_Assignment_:
Return, exactly as written, every line from the first line of the data below through the line that contains "0 2px,transparent 0".
(Information)
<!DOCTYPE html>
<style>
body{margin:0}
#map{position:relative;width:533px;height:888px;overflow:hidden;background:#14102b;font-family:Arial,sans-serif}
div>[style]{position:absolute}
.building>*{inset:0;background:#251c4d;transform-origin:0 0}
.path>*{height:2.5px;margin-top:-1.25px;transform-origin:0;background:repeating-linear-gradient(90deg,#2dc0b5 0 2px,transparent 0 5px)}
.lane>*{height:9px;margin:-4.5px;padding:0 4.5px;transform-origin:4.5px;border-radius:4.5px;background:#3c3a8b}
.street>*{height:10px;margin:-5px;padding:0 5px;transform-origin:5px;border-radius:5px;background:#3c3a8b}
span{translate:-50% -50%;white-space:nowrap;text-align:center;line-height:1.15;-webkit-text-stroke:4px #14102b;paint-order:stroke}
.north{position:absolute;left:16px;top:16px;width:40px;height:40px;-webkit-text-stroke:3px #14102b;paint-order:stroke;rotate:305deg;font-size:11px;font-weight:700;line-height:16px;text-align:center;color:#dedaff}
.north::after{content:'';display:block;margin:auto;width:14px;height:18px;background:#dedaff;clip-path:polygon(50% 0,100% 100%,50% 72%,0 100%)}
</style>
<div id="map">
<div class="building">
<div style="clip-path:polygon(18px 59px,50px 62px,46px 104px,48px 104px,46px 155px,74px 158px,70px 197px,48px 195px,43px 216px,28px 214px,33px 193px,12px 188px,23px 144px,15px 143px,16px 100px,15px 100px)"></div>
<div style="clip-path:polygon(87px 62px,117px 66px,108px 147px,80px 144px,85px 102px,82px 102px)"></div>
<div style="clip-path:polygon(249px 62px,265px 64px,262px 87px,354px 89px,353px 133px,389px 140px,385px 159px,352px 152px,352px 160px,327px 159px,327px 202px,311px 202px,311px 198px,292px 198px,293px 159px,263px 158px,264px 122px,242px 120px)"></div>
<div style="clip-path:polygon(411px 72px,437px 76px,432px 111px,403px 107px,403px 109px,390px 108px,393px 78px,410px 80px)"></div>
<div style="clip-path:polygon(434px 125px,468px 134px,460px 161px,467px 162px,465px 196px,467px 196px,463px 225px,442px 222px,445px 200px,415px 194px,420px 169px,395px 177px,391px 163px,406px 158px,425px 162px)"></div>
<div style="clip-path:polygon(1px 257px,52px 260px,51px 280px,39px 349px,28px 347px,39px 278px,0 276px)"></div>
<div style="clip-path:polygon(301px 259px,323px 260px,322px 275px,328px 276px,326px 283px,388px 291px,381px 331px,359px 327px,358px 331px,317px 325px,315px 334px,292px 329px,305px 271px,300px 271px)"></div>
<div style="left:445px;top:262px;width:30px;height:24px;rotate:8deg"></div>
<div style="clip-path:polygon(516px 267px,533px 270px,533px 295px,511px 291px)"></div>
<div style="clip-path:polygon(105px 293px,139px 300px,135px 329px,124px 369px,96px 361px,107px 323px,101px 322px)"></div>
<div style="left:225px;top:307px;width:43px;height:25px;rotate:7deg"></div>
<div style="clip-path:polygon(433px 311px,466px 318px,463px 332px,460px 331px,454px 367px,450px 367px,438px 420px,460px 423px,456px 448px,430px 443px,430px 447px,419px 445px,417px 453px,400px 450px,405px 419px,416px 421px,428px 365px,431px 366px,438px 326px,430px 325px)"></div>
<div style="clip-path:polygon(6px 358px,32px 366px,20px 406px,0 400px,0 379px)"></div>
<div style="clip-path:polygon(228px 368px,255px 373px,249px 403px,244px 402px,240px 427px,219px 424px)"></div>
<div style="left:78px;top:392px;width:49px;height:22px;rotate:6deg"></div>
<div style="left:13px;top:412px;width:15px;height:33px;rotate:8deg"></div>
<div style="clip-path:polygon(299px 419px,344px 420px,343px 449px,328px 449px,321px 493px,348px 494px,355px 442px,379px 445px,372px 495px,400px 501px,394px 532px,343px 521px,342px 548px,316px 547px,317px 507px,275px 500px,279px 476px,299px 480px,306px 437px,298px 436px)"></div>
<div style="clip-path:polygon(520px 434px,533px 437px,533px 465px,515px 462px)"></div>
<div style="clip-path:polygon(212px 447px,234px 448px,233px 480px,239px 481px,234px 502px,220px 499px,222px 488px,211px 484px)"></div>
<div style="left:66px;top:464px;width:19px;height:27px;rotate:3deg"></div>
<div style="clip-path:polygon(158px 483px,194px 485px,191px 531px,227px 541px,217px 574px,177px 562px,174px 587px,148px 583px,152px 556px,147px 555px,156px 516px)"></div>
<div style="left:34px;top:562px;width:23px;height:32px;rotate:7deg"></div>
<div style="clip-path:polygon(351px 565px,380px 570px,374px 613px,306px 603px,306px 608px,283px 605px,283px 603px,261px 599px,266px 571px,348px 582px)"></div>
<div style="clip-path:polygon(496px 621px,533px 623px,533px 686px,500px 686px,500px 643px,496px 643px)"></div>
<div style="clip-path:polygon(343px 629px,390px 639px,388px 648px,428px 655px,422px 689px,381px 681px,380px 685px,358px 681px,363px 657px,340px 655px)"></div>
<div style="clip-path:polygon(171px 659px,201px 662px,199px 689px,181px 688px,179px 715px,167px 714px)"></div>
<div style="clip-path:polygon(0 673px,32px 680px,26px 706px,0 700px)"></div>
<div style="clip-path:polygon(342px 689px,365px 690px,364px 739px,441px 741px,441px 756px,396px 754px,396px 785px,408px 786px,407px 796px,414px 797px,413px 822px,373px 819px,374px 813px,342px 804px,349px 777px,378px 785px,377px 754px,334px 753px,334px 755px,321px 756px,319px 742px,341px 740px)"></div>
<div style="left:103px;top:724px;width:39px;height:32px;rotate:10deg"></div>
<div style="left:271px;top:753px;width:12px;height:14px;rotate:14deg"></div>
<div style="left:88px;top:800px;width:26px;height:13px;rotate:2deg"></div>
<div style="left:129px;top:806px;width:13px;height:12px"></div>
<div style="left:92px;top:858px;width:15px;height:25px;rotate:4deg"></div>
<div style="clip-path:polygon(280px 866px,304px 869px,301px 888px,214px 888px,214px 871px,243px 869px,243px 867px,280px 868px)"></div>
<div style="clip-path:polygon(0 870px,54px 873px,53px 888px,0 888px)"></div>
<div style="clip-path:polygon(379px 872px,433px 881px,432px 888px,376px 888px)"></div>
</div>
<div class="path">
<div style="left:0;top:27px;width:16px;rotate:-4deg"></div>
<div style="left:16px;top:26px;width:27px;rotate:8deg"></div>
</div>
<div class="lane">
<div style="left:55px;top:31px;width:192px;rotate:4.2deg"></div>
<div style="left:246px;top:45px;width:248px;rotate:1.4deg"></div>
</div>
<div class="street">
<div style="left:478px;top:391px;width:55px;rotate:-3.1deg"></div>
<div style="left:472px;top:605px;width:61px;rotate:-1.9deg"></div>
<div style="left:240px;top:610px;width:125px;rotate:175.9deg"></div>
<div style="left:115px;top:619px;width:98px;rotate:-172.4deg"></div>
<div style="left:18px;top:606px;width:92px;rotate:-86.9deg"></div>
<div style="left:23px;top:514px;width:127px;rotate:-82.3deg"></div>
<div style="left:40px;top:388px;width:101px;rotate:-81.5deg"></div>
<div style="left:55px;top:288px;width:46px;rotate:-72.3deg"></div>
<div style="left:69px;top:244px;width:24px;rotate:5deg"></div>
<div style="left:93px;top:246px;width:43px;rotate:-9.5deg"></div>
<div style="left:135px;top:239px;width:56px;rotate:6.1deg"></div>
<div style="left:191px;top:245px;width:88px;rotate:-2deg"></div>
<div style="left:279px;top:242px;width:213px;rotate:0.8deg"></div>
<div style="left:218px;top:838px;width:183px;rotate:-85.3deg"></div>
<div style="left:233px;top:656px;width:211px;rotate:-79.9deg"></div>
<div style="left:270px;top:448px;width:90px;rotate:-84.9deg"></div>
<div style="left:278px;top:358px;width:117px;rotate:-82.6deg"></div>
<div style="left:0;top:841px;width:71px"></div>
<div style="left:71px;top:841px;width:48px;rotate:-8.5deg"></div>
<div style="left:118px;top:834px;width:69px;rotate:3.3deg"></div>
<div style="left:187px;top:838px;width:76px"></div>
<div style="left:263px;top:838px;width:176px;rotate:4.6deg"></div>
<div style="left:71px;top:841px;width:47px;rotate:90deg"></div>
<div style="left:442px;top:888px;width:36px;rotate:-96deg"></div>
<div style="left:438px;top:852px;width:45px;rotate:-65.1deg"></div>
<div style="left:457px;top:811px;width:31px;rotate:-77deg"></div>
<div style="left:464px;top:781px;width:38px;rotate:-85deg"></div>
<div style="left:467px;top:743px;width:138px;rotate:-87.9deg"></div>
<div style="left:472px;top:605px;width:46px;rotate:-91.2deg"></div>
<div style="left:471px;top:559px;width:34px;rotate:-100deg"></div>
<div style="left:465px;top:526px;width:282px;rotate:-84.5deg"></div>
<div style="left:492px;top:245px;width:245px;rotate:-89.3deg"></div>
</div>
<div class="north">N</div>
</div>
(End Information)
_Answer to the exercise_:
<!DOCTYPE html>
<style>
body{margin:0}
#map{position:relative;width:533px;height:888px;overflow:hidden;background:#14102b;font-family:Arial,sans-serif}
div>[style]{position:absolute}
.building>*{inset:0;background:#251c4d;transform-origin:0 0}
.path>*{height:2.5px;margin-top:-1.25px;transform-origin:0;background:repeating-linear-gradient(90deg,#2dc0b5 0 2px,transparent 0 5px)}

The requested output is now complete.